Stored dataset items
+++++

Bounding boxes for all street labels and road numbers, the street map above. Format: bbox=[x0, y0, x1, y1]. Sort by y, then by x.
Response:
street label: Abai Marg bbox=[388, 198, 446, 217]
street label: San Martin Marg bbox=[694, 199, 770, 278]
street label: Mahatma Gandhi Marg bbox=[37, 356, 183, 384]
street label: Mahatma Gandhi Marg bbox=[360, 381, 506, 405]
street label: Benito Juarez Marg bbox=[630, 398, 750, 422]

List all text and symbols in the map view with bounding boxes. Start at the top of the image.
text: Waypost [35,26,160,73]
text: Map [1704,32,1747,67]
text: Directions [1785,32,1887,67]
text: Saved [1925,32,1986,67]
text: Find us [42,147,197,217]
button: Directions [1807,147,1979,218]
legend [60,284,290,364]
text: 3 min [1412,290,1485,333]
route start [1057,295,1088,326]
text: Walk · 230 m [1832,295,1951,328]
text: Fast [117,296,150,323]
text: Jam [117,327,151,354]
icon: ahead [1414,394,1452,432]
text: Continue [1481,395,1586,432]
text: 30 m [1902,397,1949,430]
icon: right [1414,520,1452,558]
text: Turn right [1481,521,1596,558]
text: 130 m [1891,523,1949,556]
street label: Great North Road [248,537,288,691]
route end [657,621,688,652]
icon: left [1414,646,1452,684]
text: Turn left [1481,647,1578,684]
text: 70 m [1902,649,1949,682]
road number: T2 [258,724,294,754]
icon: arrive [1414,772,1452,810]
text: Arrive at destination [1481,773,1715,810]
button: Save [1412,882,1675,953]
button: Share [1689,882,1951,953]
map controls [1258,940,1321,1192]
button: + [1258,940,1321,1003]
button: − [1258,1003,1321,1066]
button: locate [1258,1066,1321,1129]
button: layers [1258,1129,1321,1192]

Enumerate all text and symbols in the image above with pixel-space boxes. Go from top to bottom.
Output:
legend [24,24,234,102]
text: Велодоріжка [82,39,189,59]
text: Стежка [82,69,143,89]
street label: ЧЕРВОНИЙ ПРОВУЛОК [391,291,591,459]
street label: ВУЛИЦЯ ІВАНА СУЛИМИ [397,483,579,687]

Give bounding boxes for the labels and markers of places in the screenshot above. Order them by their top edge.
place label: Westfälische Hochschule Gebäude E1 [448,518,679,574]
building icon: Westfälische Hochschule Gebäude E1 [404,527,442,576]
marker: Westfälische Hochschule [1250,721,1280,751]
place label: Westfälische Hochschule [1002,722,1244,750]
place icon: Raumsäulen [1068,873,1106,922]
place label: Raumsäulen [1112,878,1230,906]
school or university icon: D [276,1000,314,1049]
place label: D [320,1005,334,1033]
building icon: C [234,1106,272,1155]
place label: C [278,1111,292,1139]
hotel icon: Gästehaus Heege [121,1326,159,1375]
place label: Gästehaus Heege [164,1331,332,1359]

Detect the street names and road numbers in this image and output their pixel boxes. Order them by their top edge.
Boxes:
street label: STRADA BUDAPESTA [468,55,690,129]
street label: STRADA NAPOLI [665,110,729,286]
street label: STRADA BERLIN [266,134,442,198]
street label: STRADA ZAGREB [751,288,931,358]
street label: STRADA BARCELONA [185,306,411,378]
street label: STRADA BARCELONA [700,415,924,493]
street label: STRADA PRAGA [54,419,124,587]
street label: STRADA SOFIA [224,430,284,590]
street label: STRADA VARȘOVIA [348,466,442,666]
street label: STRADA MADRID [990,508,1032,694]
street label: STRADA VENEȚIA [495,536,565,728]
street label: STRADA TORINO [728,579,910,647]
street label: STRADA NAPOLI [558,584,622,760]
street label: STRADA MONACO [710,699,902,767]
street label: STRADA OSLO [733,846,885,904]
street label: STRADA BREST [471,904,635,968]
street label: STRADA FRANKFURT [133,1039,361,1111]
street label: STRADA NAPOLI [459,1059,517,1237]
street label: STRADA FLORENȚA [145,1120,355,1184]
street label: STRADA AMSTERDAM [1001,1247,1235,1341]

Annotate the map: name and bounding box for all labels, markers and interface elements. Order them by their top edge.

+++++

Transcribe all of the entries without alteration.

Bounding boxes for all street labels and road numbers, the street map above. Format: bbox=[x0, y0, x1, y1]. Sort by y, then by x.
Response:
street label: Abai Marg bbox=[388, 198, 446, 217]
street label: San Martin Marg bbox=[694, 199, 770, 278]
street label: Mahatma Gandhi Marg bbox=[37, 356, 183, 384]
street label: Mahatma Gandhi Marg bbox=[360, 381, 506, 405]
street label: Benito Juarez Marg bbox=[630, 398, 750, 422]

List all text and symbols in the map view with bounding boxes. Start at the top of the image.
text: Waypost [35,26,160,73]
text: Map [1704,32,1747,67]
text: Directions [1785,32,1887,67]
text: Saved [1925,32,1986,67]
text: Find us [42,147,197,217]
button: Directions [1807,147,1979,218]
legend [60,284,290,364]
text: 3 min [1412,290,1485,333]
route start [1057,295,1088,326]
text: Walk · 230 m [1832,295,1951,328]
text: Fast [117,296,150,323]
text: Jam [117,327,151,354]
icon: ahead [1414,394,1452,432]
text: Continue [1481,395,1586,432]
text: 30 m [1902,397,1949,430]
icon: right [1414,520,1452,558]
text: Turn right [1481,521,1596,558]
text: 130 m [1891,523,1949,556]
street label: Great North Road [248,537,288,691]
route end [657,621,688,652]
icon: left [1414,646,1452,684]
text: Turn left [1481,647,1578,684]
text: 70 m [1902,649,1949,682]
road number: T2 [258,724,294,754]
icon: arrive [1414,772,1452,810]
text: Arrive at destination [1481,773,1715,810]
button: Save [1412,882,1675,953]
button: Share [1689,882,1951,953]
map controls [1258,940,1321,1192]
button: + [1258,940,1321,1003]
button: − [1258,1003,1321,1066]
button: locate [1258,1066,1321,1129]
button: layers [1258,1129,1321,1192]

Enumerate all text and symbols in the image above with pixel-space boxes. Go from top to bottom.
Output:
legend [24,24,234,102]
text: Велодоріжка [82,39,189,59]
text: Стежка [82,69,143,89]
street label: ЧЕРВОНИЙ ПРОВУЛОК [391,291,591,459]
street label: ВУЛИЦЯ ІВАНА СУЛИМИ [397,483,579,687]

Give bounding boxes for the labels and markers of places in the screenshot above. Order them by their top edge.
place label: Westfälische Hochschule Gebäude E1 [448,518,679,574]
building icon: Westfälische Hochschule Gebäude E1 [404,527,442,576]
marker: Westfälische Hochschule [1250,721,1280,751]
place label: Westfälische Hochschule [1002,722,1244,750]
place icon: Raumsäulen [1068,873,1106,922]
place label: Raumsäulen [1112,878,1230,906]
school or university icon: D [276,1000,314,1049]
place label: D [320,1005,334,1033]
building icon: C [234,1106,272,1155]
place label: C [278,1111,292,1139]
hotel icon: Gästehaus Heege [121,1326,159,1375]
place label: Gästehaus Heege [164,1331,332,1359]

Detect the street names and road numbers in this image and output their pixel boxes. Order them by their top edge.
Boxes:
street label: STRADA BUDAPESTA [468,55,690,129]
street label: STRADA NAPOLI [665,110,729,286]
street label: STRADA BERLIN [266,134,442,198]
street label: STRADA ZAGREB [751,288,931,358]
street label: STRADA BARCELONA [185,306,411,378]
street label: STRADA BARCELONA [700,415,924,493]
street label: STRADA PRAGA [54,419,124,587]
street label: STRADA SOFIA [224,430,284,590]
street label: STRADA VARȘOVIA [348,466,442,666]
street label: STRADA MADRID [990,508,1032,694]
street label: STRADA VENEȚIA [495,536,565,728]
street label: STRADA TORINO [728,579,910,647]
street label: STRADA NAPOLI [558,584,622,760]
street label: STRADA MONACO [710,699,902,767]
street label: STRADA OSLO [733,846,885,904]
street label: STRADA BREST [471,904,635,968]
street label: STRADA FRANKFURT [133,1039,361,1111]
street label: STRADA NAPOLI [459,1059,517,1237]
street label: STRADA FLORENȚA [145,1120,355,1184]
street label: STRADA AMSTERDAM [1001,1247,1235,1341]

Annotate the map: name and bounding box for all labels, markers and interface elements. Order them by their top edge.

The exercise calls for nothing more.